**Exercise directions**
Using the material below, print the line that contains "translate:-50% -50%; white-space:nowrap;", the line that contains "font-size:21px; color:#0a1811; font-weight:700", and every line in between, exactly and nothing else.

-------- Data shown

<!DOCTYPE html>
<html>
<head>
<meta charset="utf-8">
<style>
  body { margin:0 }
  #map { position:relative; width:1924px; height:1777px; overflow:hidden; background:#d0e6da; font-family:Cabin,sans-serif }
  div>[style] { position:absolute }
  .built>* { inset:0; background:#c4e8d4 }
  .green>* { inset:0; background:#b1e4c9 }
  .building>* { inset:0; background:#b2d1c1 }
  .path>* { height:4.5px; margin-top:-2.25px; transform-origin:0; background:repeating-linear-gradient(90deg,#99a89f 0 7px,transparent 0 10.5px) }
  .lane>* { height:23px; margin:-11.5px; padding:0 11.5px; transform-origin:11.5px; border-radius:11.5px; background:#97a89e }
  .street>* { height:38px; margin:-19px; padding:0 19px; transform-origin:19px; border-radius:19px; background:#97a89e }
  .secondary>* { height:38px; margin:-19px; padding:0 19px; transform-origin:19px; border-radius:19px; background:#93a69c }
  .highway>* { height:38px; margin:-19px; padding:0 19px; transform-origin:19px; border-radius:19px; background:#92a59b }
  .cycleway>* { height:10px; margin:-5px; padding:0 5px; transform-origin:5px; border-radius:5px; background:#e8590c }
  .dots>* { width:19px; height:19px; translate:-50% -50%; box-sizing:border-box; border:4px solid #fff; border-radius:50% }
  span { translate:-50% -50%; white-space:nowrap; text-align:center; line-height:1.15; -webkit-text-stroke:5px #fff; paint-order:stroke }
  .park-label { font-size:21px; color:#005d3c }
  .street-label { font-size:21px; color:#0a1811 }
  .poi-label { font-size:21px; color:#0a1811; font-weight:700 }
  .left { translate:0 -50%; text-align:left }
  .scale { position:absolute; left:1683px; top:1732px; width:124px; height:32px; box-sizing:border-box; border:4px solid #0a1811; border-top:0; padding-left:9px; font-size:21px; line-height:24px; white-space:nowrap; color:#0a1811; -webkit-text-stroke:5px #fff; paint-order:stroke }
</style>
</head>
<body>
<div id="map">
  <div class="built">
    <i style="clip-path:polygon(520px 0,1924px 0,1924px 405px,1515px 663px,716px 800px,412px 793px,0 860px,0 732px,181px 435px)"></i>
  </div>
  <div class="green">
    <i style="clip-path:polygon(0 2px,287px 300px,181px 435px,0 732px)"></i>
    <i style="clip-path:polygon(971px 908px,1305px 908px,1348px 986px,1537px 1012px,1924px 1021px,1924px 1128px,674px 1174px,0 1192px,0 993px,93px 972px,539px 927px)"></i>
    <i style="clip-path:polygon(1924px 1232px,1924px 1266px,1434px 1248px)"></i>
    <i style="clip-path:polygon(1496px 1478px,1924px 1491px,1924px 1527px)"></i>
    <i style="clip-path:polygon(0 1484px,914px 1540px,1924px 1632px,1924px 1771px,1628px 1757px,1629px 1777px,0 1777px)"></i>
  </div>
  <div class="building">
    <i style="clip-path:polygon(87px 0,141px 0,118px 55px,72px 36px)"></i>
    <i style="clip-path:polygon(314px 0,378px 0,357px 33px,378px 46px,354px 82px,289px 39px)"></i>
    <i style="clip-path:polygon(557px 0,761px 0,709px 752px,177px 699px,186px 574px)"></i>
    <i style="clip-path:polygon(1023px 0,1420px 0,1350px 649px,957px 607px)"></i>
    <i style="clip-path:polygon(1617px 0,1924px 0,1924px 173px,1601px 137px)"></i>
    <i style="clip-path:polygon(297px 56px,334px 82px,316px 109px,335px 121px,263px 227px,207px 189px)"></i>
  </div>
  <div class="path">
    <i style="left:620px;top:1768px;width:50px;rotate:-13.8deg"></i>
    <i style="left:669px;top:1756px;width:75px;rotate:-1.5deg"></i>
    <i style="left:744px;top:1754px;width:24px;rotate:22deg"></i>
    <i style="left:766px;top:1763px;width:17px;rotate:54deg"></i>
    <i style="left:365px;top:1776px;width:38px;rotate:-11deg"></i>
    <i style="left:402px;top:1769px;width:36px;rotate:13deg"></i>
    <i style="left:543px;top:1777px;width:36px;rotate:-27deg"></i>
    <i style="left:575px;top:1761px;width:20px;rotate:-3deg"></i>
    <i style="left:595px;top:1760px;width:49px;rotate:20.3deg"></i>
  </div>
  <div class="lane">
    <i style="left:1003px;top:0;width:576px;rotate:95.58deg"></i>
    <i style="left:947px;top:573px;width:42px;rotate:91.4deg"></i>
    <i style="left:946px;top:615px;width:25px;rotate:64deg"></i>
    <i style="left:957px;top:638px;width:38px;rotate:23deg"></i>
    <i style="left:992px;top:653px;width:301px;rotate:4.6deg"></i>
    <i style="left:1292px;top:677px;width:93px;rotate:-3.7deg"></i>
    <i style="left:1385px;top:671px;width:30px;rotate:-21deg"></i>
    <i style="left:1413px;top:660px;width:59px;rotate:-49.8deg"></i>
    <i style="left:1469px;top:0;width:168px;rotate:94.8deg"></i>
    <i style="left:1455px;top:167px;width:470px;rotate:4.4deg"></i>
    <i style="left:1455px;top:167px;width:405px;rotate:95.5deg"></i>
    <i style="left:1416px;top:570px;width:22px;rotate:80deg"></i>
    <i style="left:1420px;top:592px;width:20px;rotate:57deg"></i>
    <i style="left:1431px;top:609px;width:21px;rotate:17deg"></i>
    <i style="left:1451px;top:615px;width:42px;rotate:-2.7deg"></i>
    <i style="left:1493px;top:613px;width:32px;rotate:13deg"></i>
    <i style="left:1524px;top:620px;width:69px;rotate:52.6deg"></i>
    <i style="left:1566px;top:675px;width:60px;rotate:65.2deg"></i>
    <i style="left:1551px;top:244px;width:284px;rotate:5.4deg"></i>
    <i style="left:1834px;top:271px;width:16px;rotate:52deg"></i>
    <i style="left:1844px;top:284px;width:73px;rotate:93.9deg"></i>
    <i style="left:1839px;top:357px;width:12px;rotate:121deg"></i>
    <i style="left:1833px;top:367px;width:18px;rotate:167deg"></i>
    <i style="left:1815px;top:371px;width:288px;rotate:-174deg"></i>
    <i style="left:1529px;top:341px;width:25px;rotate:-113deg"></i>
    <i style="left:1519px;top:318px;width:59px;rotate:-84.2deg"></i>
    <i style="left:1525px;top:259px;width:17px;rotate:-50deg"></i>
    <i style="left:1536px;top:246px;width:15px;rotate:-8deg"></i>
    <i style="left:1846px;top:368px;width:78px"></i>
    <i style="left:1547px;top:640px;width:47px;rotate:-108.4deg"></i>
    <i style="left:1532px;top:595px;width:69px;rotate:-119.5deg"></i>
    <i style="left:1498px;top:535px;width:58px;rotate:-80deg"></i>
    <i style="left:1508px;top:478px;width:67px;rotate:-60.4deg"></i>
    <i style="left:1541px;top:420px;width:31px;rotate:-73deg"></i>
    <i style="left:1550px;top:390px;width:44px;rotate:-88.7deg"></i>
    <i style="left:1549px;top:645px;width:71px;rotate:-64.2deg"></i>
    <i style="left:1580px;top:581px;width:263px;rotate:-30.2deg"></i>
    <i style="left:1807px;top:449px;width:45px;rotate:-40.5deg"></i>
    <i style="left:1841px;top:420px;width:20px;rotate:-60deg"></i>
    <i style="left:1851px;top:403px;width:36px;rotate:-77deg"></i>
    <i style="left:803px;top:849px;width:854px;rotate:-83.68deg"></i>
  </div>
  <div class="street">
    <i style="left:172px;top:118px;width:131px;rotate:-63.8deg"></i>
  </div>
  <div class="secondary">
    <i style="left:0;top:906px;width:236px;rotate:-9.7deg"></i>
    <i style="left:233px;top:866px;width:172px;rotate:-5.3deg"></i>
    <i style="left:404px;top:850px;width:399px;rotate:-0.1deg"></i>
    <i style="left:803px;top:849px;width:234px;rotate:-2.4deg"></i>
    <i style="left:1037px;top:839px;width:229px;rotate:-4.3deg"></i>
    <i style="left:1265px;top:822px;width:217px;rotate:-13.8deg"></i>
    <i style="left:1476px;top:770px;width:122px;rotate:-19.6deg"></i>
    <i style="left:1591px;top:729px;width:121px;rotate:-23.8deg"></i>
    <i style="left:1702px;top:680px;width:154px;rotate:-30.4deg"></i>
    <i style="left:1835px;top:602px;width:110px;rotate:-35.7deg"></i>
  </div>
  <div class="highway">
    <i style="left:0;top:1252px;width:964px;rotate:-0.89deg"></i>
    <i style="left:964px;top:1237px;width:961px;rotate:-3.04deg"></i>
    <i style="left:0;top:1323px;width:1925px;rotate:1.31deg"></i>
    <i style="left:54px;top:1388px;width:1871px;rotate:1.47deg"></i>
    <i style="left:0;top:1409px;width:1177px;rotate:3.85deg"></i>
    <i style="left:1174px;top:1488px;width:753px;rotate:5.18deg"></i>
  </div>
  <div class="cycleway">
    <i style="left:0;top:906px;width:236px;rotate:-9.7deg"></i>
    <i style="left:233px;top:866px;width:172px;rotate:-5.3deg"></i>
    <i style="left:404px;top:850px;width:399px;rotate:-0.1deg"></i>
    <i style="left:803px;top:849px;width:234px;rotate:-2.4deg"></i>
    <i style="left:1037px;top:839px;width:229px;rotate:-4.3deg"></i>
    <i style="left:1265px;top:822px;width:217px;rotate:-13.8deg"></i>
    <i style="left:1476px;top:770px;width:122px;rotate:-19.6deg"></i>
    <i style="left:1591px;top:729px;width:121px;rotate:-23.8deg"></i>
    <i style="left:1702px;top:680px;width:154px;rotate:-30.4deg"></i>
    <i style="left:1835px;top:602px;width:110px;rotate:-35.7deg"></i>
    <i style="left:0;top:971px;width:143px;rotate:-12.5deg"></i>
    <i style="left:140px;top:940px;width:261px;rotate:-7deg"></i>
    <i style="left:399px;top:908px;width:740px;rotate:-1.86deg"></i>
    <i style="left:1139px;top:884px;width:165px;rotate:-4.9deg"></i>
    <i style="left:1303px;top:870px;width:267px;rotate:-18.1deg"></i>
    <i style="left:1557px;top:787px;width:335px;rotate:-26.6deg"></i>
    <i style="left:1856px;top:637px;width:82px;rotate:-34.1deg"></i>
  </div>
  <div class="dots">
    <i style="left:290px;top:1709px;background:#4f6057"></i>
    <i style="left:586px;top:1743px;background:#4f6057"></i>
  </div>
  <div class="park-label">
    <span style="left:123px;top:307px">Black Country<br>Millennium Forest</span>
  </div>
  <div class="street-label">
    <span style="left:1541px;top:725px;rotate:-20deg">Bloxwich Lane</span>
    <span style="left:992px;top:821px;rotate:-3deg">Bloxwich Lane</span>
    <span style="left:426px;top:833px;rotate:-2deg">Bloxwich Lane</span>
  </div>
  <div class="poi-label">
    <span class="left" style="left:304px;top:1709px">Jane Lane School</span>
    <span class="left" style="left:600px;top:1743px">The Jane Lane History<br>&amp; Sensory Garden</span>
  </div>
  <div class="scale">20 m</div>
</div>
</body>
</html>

----------------

**Result of this task**
  span { translate:-50% -50%; white-space:nowrap; text-align:center; line-height:1.15; -webkit-text-stroke:5px #fff; paint-order:stroke }
  .park-label { font-size:21px; color:#005d3c }
  .street-label { font-size:21px; color:#0a1811 }
  .poi-label { font-size:21px; color:#0a1811; font-weight:700 }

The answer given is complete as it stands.